Depends on what you are going to use it for. For flat water inland lakes, they would be ok. the Deckhand comes in 2 sizes, the 20 and the 40. If your anchor is larger then 40LB, then this is not for you. 

If your anchoring in the rivers, using a lead pyamid anchor, then I would look at an ATV winch. I use a 2500 lb winch with a 70lb anchor for the rivers and the cost is right. $249 for the Deckhand vs $69- $79 for a ATV winch. For less then $100 you can put a very stout anchor system on your boat. 

Mark


----------



## hmdomn (Sep 22, 2008)

where can you buy a 60-70 lb. pyramid anchor around the Lansing area? I am also in the market for a heavy anchor. I have the deckhand 40 with a 30lb. achor, but looking to upgrade, as I fish the Muskegon occasionally.

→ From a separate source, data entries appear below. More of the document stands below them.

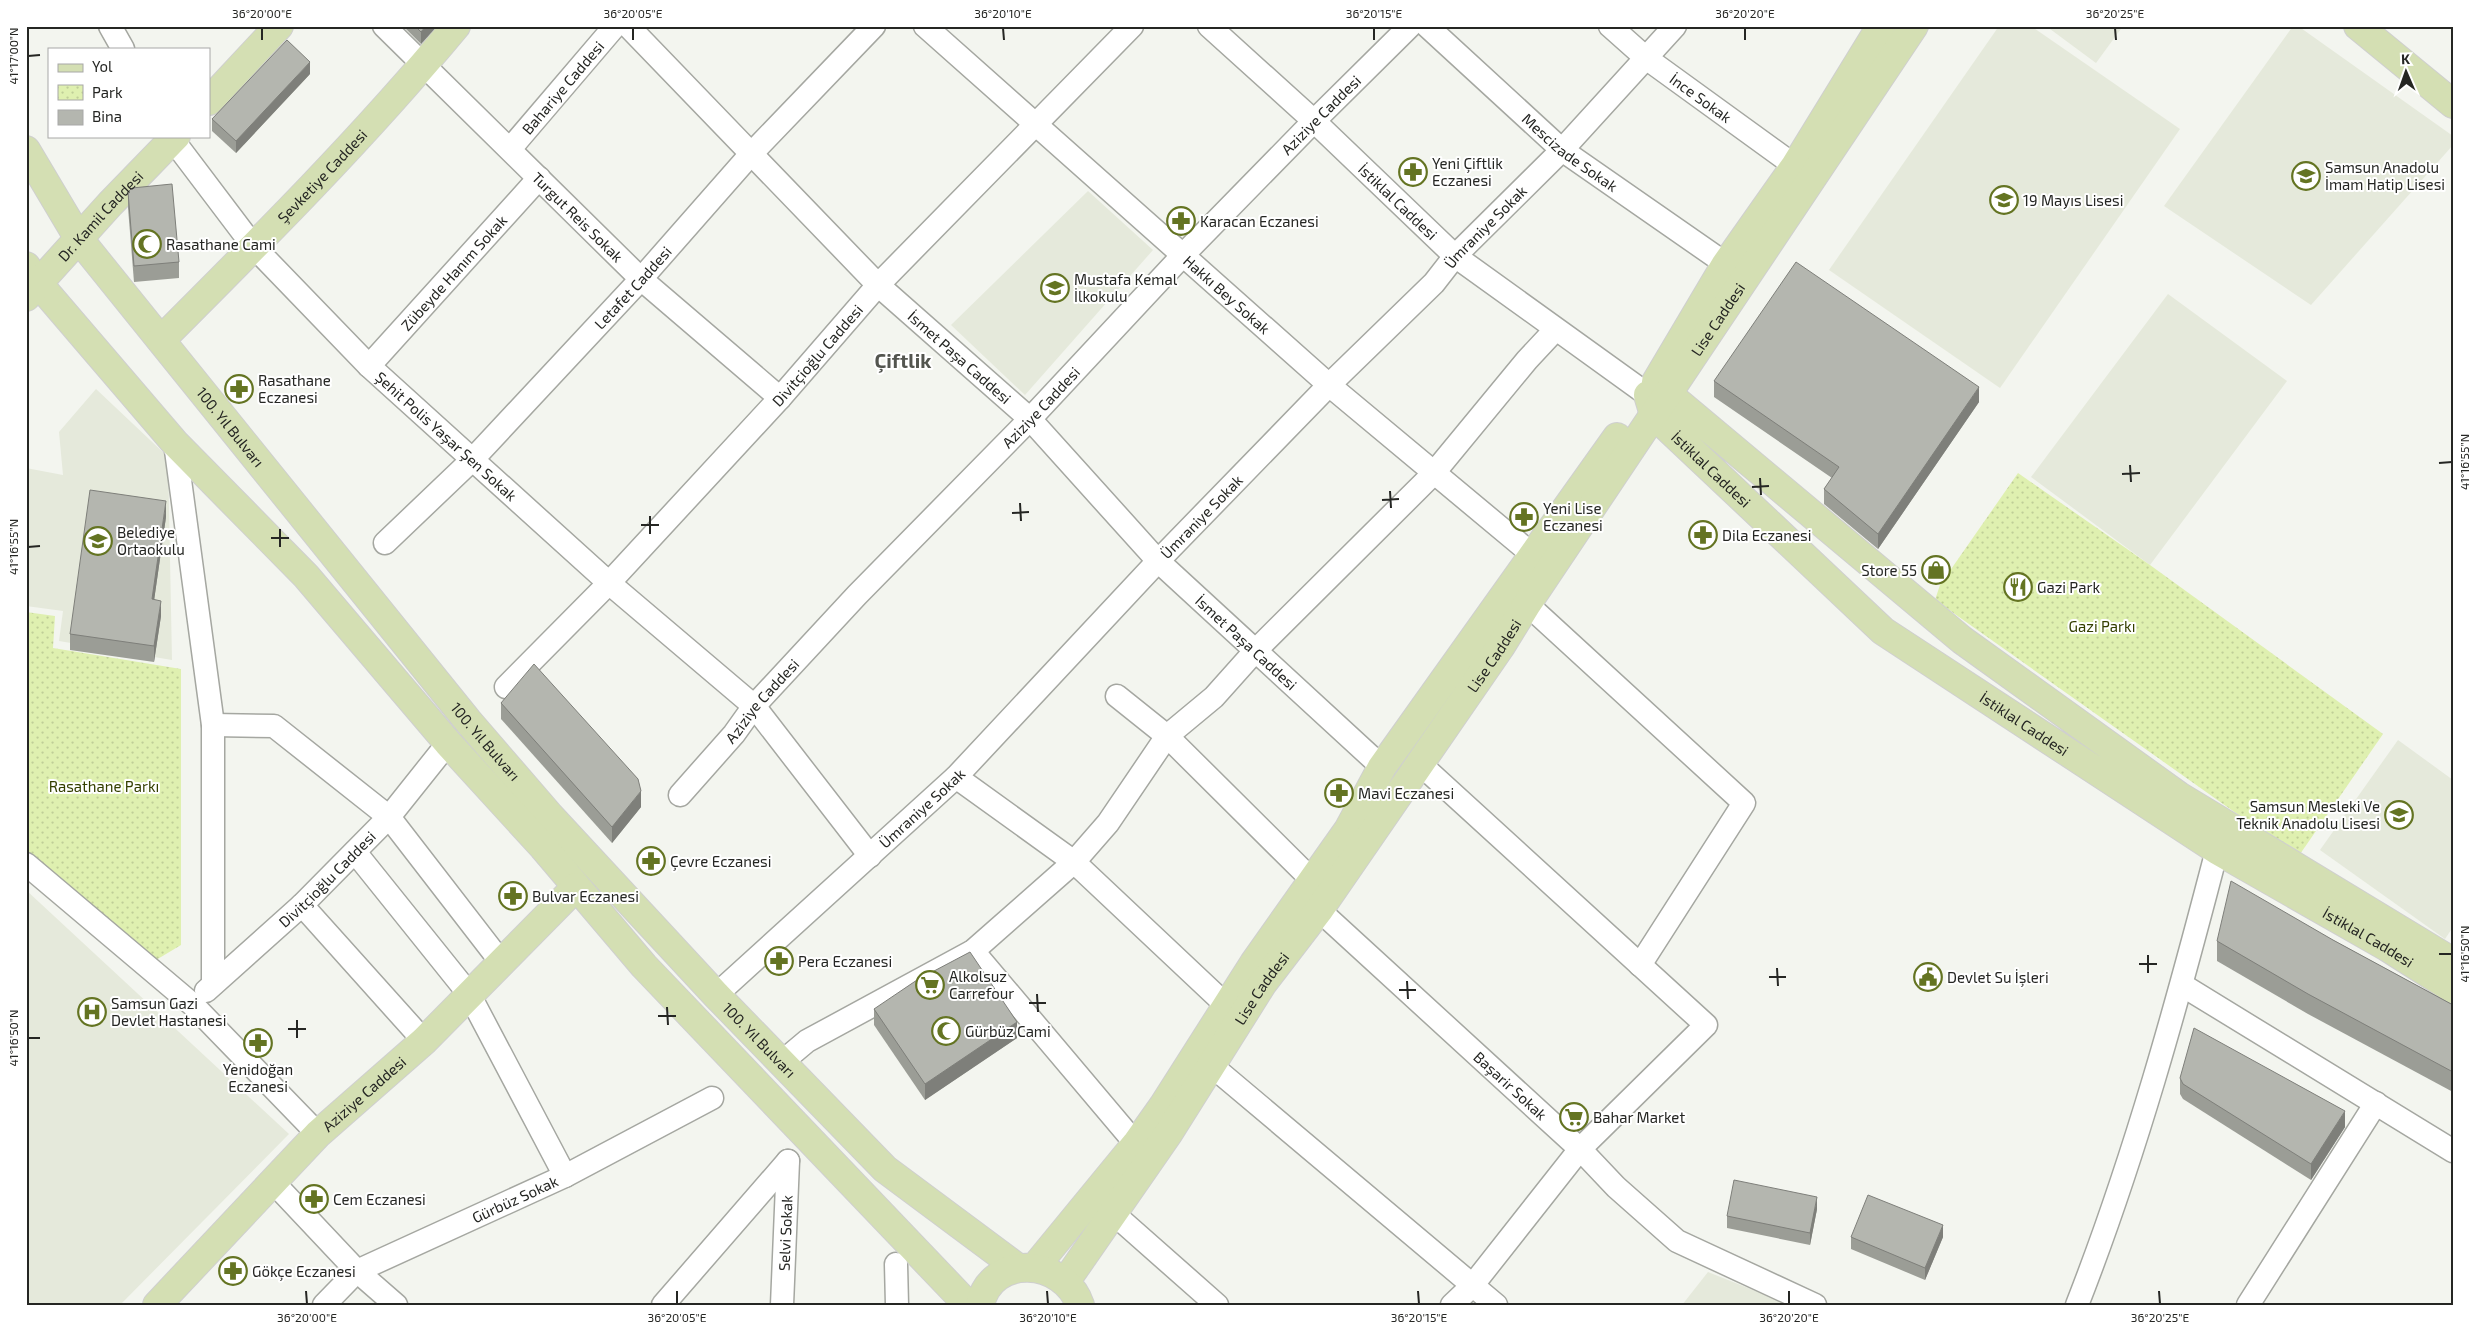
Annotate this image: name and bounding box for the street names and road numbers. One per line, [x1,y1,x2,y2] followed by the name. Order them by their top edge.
[518,37,607,138] street label: Bahariye Caddesi
[1667,69,1736,126] street label: İnce Sokak
[1277,71,1364,158] street label: Aziziye Caddesi
[1519,109,1622,195] street label: Mescizade Sokak
[273,125,370,227] street label: Şevketiye Caddesi
[1355,160,1441,243] street label: İstiklal Caddesi
[54,167,146,265] street label: Dr. Kamil Caddesi
[529,168,627,266] street label: Turgut Reis Sokak
[1440,181,1530,272] street label: Ümraniye Sokak
[397,211,510,334] street label: Zübeyde Hanım Sokak
[590,242,675,333] street label: Letafet Caddesi
[1180,251,1274,338] street label: Hakkı Bey Sokak
[1687,279,1748,359] street label: Lise Caddesi
[768,301,866,410] street label: Divitçioğlu Caddesi
[904,307,1015,407] street label: İsmet Paşa Caddesi
[998,363,1083,451] street label: Aziziye Caddesi
[371,368,521,505] street label: Şehit Polis Yaşar Şen Sokak
[193,383,268,470] street label: 100. Yıl Bulvarı
[1668,428,1755,511] street label: İstiklal Caddesi
[1157,471,1246,562] street label: Ümraniye Sokak
[1192,591,1301,694] street label: İsmet Paşa Caddesi
[1463,616,1524,696] street label: Lise Caddesi
[721,655,802,747] street label: Aziziye Caddesi
[1977,688,2072,759] street label: İstiklal Caddesi
[447,699,524,784] street label: 100. Yıl Bulvarı
[875,764,969,852] street label: Ümraniye Sokak
[275,827,379,931] street label: Divitçioğlu Caddesi
[2320,903,2417,971] street label: İstiklal Caddesi
[1230,948,1292,1028] street label: Lise Caddesi
[719,999,800,1081] street label: 100. Yıl Bulvarı
[1470,1048,1551,1124] street label: Başarir Sokak
[319,1052,409,1135] street label: Aziziye Caddesi
[469,1171,561,1226] street label: Gürbüz Sokak
[774,1194,796,1271] street label: Selvi Sokak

As mentioned, lakes are fine, but I think the deckhand won't be feasible in regular use in heavy current.

To answer your question, I like the deckhand and I have never had any issues with it in the last 3 years I have had it. Just don't exceed the anchor pound rating.


----------



## adjusted3 (Feb 3, 2003)

There is a guy with the Battle Creek Steelheaders that will pour you what ever LB anchor you wish. He used to charge $1.00 a lb but since lead has gone up he might be up in that $2.00 a lb now. Send Spanky a PM and he will get you in touch with him as the name escapes me. 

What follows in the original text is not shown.